ML ReBuild: Transfer Learn ML Regression Model Using Fingerprints for Small Molecules

This floe performs transfer learning on prebuilt machine learning (ML) neural network regression models on properties of small molecules.

The input models are retrained on 2D fingerprints which will be generated in the floe itself. Every molecule in the input dataset needs a property column to train on (it will be ignored otherwise).

It builds machine learning models for all possible combinations of cheminformatics (fingerprint) hyperparameters provided in the advanced sections. Read the documentation to learn more about these parameters and how they should be set for a given training data set.

By default, the front layers are withheld from training and only the later layers are retrained on the new data. Change the Freeze Layer parameter to decide how many top layers should remain constant during training.

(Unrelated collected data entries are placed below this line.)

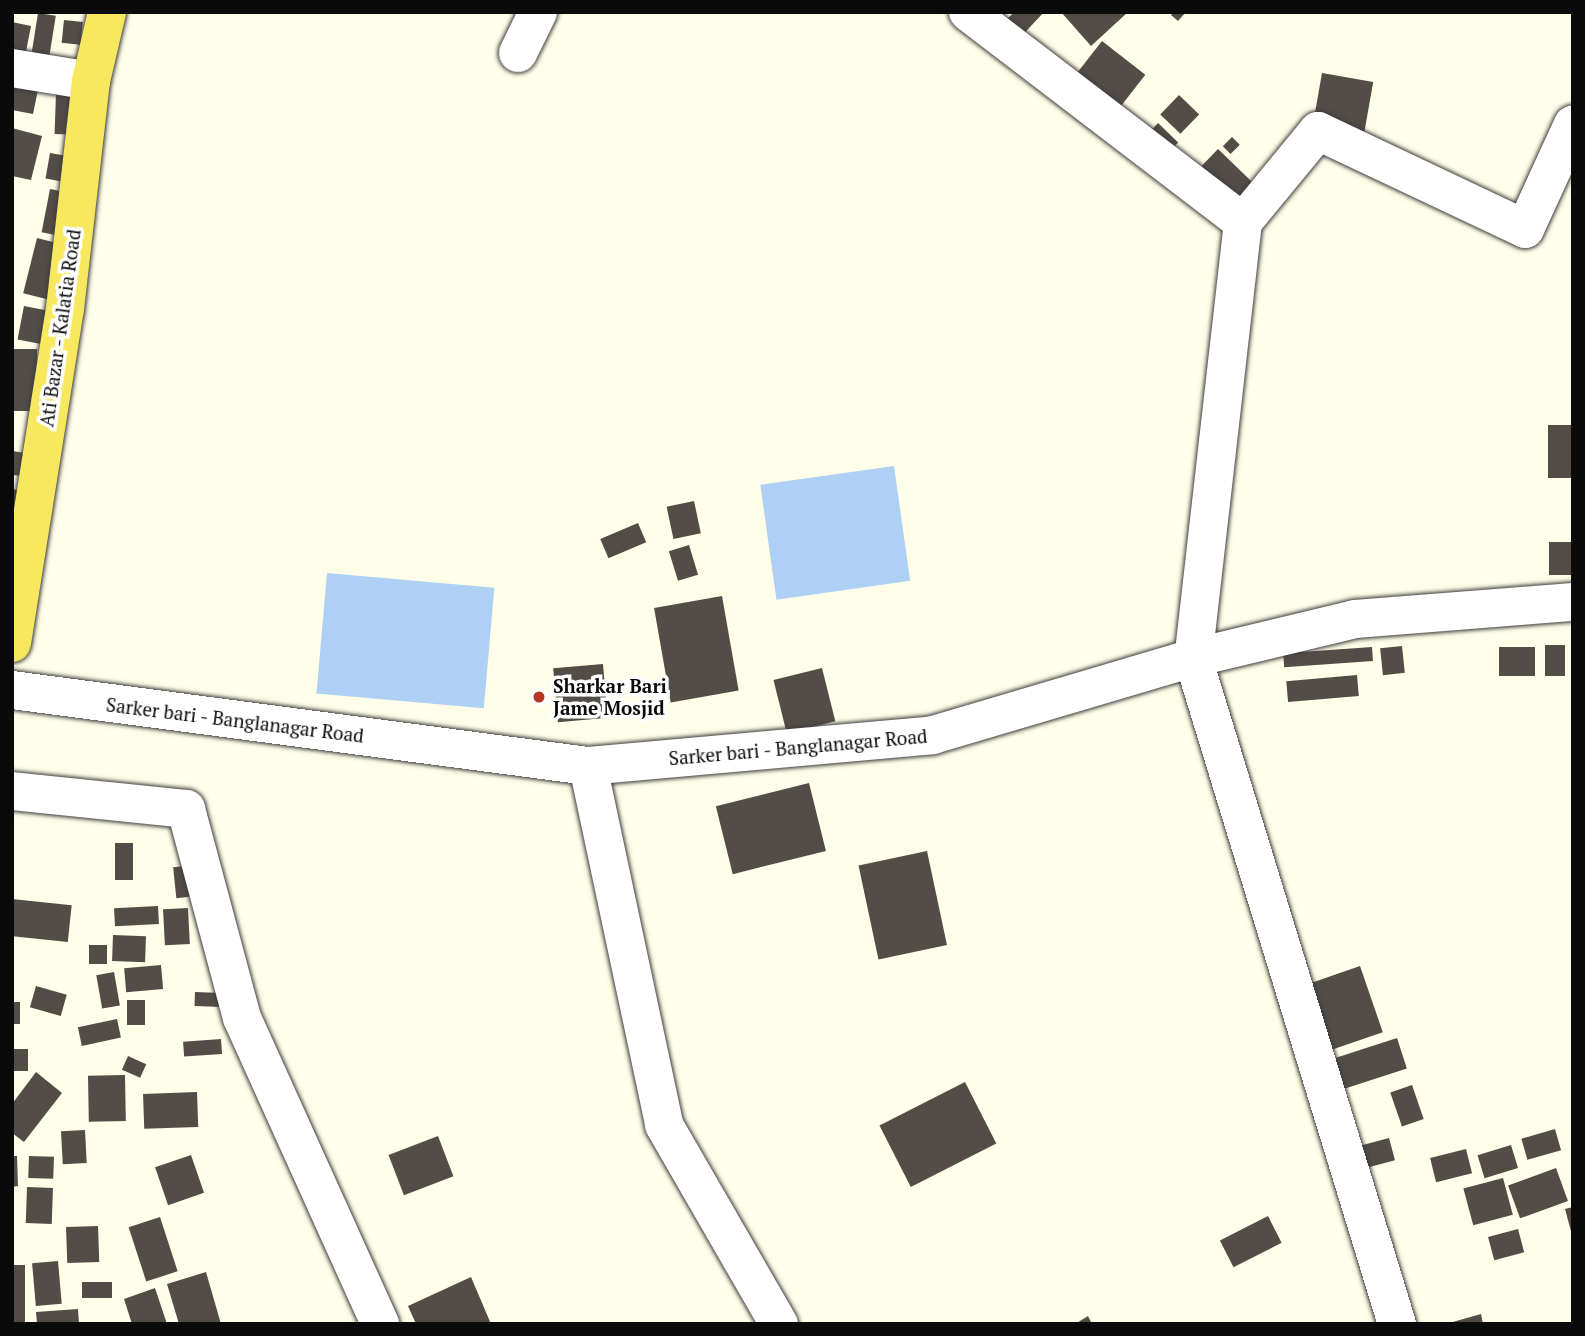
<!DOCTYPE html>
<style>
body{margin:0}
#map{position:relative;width:1585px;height:1336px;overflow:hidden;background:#fffee8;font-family:"PT Serif",serif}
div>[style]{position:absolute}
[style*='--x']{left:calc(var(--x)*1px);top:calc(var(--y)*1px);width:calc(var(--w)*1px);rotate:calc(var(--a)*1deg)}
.water>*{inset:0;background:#aed0f5;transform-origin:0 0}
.building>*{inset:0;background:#534d47;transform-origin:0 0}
.roads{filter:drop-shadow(0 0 2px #3d3d3d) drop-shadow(0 0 2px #3d3d3d)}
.minor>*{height:38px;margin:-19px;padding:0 19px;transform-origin:19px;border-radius:19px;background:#fff}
.major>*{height:38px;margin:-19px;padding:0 19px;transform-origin:19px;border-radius:19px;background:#f7e860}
.dots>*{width:19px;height:19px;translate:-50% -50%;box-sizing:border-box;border:4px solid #fff;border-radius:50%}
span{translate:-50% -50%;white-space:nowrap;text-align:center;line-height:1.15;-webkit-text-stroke:7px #fff;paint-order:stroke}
.street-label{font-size:19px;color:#0a0a0a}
.poi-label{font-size:19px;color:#0a0a0a;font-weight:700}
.left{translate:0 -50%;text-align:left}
.frame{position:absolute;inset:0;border:14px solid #0a0a0a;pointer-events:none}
</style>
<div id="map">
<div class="water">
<i style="left:894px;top:466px;width:116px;height:135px;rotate:82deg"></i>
<i style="left:327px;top:573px;width:168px;height:121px;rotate:5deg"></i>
</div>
<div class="building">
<i style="clip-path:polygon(1014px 12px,1044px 12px,1017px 41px,1001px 26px)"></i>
<i style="clip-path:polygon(1061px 12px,1128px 12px,1091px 46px)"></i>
<i style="clip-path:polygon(1186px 12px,1178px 21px,1171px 15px,1174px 12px)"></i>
<i style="left:38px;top:13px;width:18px;height:49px;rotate:9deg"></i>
<i style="left:64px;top:20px;width:19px;height:23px;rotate:6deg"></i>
<i style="clip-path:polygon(12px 22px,31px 26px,23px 67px,12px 65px)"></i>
<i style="left:1102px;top:41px;width:55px;height:51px;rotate:38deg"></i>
<i style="left:1322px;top:73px;width:52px;height:55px;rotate:10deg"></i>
<i style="clip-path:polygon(12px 74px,40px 80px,33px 114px,12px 110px)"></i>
<i style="left:56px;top:93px;width:26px;height:41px;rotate:2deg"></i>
<i style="left:1179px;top:95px;width:28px;height:27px;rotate:44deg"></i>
<i style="left:1158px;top:123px;width:28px;height:16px;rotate:44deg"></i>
<i style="clip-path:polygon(12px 128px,42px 136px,31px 180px,12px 176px)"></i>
<i style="left:1232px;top:137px;width:11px;height:13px;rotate:45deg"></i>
<i style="left:1218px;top:149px;width:59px;height:31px;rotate:44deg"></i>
<i style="left:50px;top:153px;width:29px;height:26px;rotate:10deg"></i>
<i style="left:50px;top:189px;width:21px;height:44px;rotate:11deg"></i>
<i style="left:37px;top:238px;width:38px;height:57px;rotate:14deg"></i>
<i style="left:24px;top:306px;width:33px;height:34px;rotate:11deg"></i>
<i style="left:12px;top:349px;width:25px;height:62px"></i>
<i style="left:1573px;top:425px;width:53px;height:25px;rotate:90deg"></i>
<i style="clip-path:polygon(12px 451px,25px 453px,23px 476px,12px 475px)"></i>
<i style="clip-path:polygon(12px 489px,24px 491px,12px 536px)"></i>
<i style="left:694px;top:501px;width:33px;height:28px;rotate:78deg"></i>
<i style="left:638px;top:523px;width:21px;height:41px;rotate:67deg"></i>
<i style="left:1549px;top:542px;width:24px;height:33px"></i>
<i style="left:689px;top:545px;width:31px;height:21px;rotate:73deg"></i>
<i style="left:722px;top:596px;width:96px;height:69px;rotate:80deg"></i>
<i style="left:1545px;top:645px;width:20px;height:31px"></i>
<i style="left:1402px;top:646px;width:27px;height:22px;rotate:84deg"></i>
<i style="left:1372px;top:647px;width:14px;height:89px;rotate:86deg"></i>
<i style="left:1535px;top:647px;width:29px;height:36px;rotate:90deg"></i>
<i style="left:603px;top:664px;width:54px;height:50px;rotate:85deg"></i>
<i style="left:822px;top:668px;width:55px;height:50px;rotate:76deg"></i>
<i style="left:1357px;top:675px;width:21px;height:71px;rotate:85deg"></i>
<i style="left:809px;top:783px;width:70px;height:96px;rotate:76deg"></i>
<i style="left:115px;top:843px;width:18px;height:37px"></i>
<i style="left:927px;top:851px;width:96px;height:70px;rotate:78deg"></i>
<i style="left:195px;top:865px;width:31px;height:22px;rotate:84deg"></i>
<i style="left:12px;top:899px;width:60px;height:37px;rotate:6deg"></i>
<i style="left:158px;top:906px;width:18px;height:44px;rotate:87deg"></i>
<i style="left:188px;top:908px;width:36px;height:25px;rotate:87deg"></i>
<i style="left:113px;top:935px;width:33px;height:26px;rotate:2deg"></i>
<i style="left:89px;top:945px;width:18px;height:19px"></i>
<i style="left:161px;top:965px;width:24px;height:37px;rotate:85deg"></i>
<i style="left:1360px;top:966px;width:70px;height:58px;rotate:71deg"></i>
<i style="left:114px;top:972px;width:34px;height:18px;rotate:80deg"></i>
<i style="left:36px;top:986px;width:32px;height:22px;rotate:16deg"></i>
<i style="left:195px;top:992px;width:34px;height:14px;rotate:2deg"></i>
<i style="left:127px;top:1000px;width:18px;height:25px"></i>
<i style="left:12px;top:1002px;width:8px;height:22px"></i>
<i style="left:117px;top:1019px;width:19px;height:40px;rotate:78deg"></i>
<i style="left:1397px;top:1038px;width:32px;height:69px;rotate:72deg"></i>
<i style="left:221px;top:1039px;width:15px;height:38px;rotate:86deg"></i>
<i style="left:12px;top:1049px;width:16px;height:22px"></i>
<i style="left:128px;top:1056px;width:20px;height:15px;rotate:24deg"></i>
<i style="clip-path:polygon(36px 1072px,62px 1093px,24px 1142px,12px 1133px,12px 1104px)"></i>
<i style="left:125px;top:1075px;width:46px;height:37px;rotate:89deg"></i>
<i style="left:965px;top:1082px;width:69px;height:96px;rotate:63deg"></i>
<i style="left:1412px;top:1085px;width:36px;height:23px;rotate:71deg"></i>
<i style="left:197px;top:1092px;width:35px;height:54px;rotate:88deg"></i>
<i style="left:1555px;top:1129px;width:22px;height:35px;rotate:74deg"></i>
<i style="left:85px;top:1130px;width:33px;height:24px;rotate:87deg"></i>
<i style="left:438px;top:1136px;width:43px;height:53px;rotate:69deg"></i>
<i style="left:1389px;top:1138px;width:23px;height:29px;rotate:75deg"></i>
<i style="left:1511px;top:1145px;width:24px;height:35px;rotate:73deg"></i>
<i style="left:1466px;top:1149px;width:25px;height:37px;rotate:76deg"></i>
<i style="left:191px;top:1155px;width:40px;height:38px;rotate:71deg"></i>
<i style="clip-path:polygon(12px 1156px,17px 1156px,18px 1186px,12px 1187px)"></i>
<i style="left:29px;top:1156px;width:25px;height:22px;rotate:2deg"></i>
<i style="left:1556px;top:1168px;width:35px;height:51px;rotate:70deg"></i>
<i style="left:1503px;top:1178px;width:38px;height:41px;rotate:75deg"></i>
<i style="left:27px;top:1187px;width:26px;height:36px;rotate:2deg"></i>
<i style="clip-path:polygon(1573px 1207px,1573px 1235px,1572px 1235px,1565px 1209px)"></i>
<i style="left:1268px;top:1216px;width:30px;height:54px;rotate:63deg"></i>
<i style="left:160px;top:1217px;width:57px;height:33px;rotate:72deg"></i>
<i style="left:98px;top:1226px;width:36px;height:32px;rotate:88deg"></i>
<i style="left:1518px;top:1229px;width:24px;height:31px;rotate:75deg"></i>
<i style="left:58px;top:1261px;width:43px;height:26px;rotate:85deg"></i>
<i style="left:12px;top:1265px;width:13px;height:59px"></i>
<i style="clip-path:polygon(206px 1272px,221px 1324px,179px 1324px,167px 1284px)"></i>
<i style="clip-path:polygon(471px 1277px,491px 1324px,416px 1324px,408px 1306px)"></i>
<i style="left:82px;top:1282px;width:30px;height:16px"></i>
<i style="clip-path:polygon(155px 1288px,167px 1324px,132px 1324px,124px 1299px)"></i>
<i style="clip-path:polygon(78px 1309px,79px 1324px,37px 1324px,36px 1312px)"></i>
<i style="clip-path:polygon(1481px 1314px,1483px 1324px,1449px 1324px,1449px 1323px)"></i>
<i style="clip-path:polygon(1088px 1316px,1092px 1324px,1075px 1324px)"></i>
</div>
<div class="roads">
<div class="minor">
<i style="--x:968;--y:12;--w:346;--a:37.4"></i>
<i style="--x:1243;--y:222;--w:439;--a:96.5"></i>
<i style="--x:1193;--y:658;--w:697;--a:72.97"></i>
<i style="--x:518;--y:53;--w:46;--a:-64"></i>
<i style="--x:12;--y:68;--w:80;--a:9.3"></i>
<i style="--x:1243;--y:222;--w:118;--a:-50.5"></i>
<i style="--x:1318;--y:131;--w:229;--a:25.3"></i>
<i style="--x:1525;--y:229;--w:115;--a:-65.4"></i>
<i style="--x:12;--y:690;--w:581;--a:7.52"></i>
<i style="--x:588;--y:766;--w:346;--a:-5.1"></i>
<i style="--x:933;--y:735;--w:271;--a:-16.5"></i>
<i style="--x:1193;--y:658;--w:167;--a:-13.5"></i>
<i style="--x:1355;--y:619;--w:219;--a:-4.5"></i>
<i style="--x:588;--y:766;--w:367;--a:78"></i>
<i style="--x:664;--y:1125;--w:230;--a:60"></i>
<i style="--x:12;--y:791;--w:175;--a:5.9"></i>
<i style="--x:186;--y:809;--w:216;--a:75"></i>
<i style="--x:242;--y:1018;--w:336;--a:65.7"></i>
</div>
<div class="major">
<i style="--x:12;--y:643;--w:338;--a:-81"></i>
<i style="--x:65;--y:309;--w:229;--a:-83.5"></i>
<i style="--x:91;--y:81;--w:71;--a:-76.9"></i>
</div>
</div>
<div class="dots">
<i style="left:539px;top:697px;background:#b73426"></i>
</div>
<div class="street-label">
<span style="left:60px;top:328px;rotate:-82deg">Ati Bazar - Kalatia Road</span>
<span style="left:235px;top:720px;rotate:7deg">Sarker bari - Banglanagar Road</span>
<span style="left:798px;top:747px;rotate:-5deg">Sarker bari - Banglanagar Road</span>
</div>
<div class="poi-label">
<span class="left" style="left:553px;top:697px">Sharkar Bari<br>Jame Mosjid</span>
</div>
<div class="frame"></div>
</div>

The floe generates a Floe Report containing details of the best models built. The user can pick any model and use it to predict properties of other molecules in the ML Predict: Regression Using Fingerprints for Small Molecules Floe. The Floe Report presents detailed statistics on the hyperparameters. The user can adjust them and rerun the floe to build better models (see documentation).

In addition to prediction, the built models provide an explanation of predictions, a confidence interval, and the domain of application.

Warning: By default, this floe builds approximately 1,000 machine learning models. On a large dataset, this may be expensive. Since multiple parameters lead to this cost, refer to this tutorial for how to build a cheaper version. The dataset to build decent models needs to be at least 100 molecules (barring exceptions). We have performed stress tests for as many as 50,000 molecules. We recommended increasing the memory and disk space requirements of the cubes to run on larger datasets.

Inputs

Name

Description

Type

Input Small Molecules to Train
Machine Learning Models On
Input dataset file with each record containing a
molecule and response value (float) to train on.

Molecule Dataset

Input TensorFlow Model

Machine learning model to predict property.

Machine Learning TensorFlow Model Dataset

Outputs

Name

Description

Type

Models Built

Output of generated models.

Dataset

Failure Output

Output of failure.

Dataset